Schweigend stand der Mensch da. Er hörte nicht nur die Töne, sondern
fühlte auch die Harmonie, die die Töne miteinander verband. Wunderbar klang
in ihm das Lied des Gottes wieder, er machte es sich ganz zu eigen. Und in
dem sich mit Verstand Angeeigneten schuf er weiter. So verschmolz er Altes und
Neues, legte seine Seele in den Sang. Was nun von seinen Lippen tönte, das
war die Festsprache, mit der die Gottheit ihr Geschöpf beglücken wollte. Und der
Mensch war beglückt in dieser heiligen Gabe. Dankbar stieg sein Lied empor zu
dem, der es ihn- gelehrt hatte, der ihn fähig gemacht, es zu begreifen.

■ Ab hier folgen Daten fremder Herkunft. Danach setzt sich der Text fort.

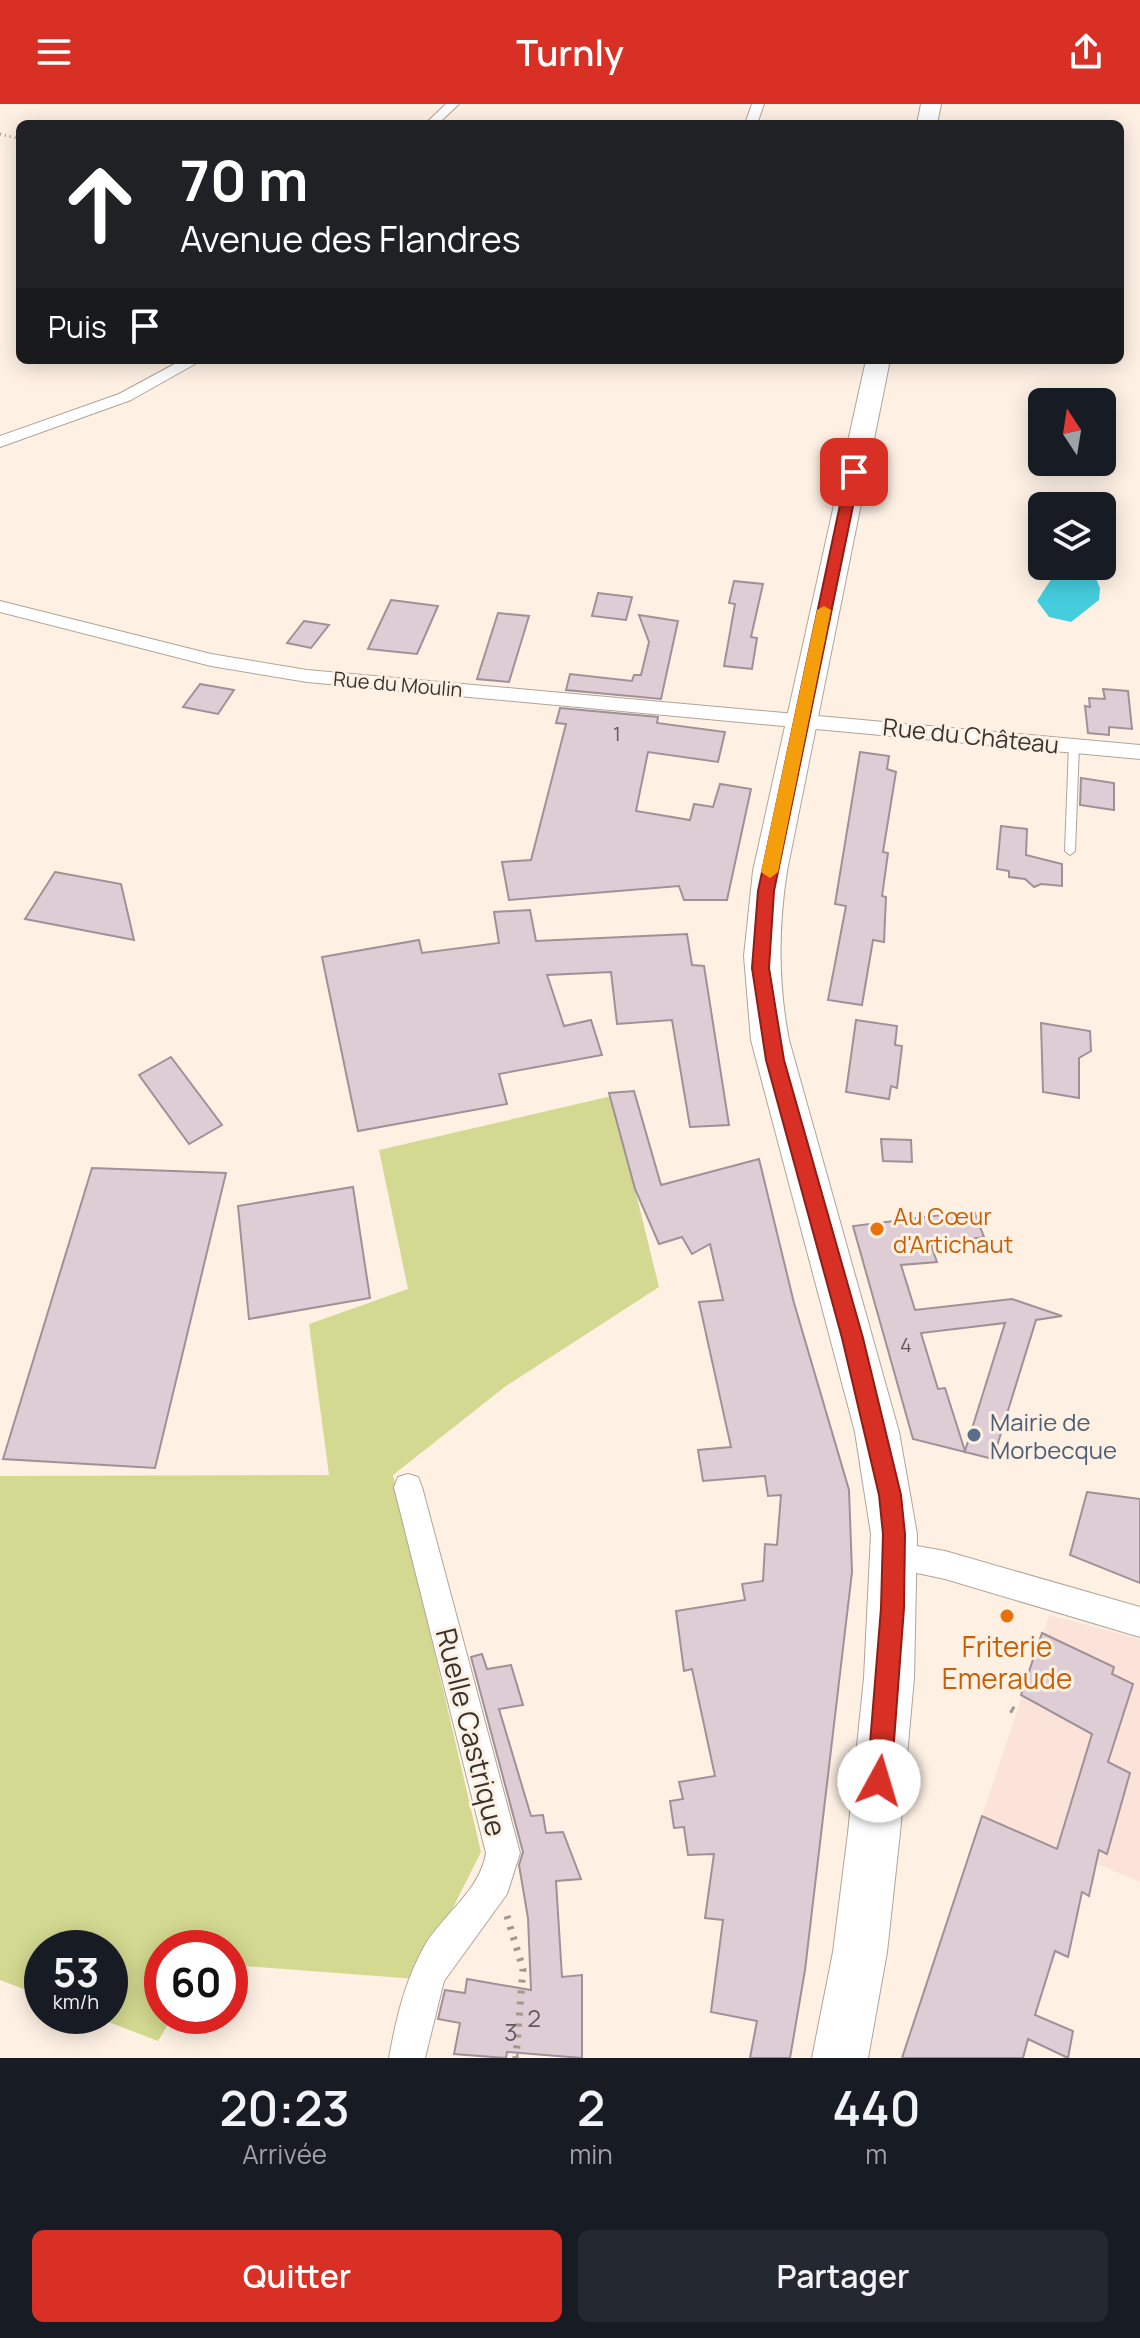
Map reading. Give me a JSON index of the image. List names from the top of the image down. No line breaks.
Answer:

Wannemune sang und sang. Er sang von der Größe des Himmels, von
der Pracht der Erde, vom Glück und Unglück des Menschengeschlechts. Und er
weinte. So heiß weinte er, daß die Tränen durch seine sechs Röcke drangen und
durch seine sieben Hemden.

Nun hatte er geendet. In wunderbarem Brausen flog er wieder hinaus,
um Altvater zu singen, zu danken, daß er den Menschen geschaffen hatte nach
seinem Bilde und ihm die Seele gegeben, die das Große versteht, das Göttliche.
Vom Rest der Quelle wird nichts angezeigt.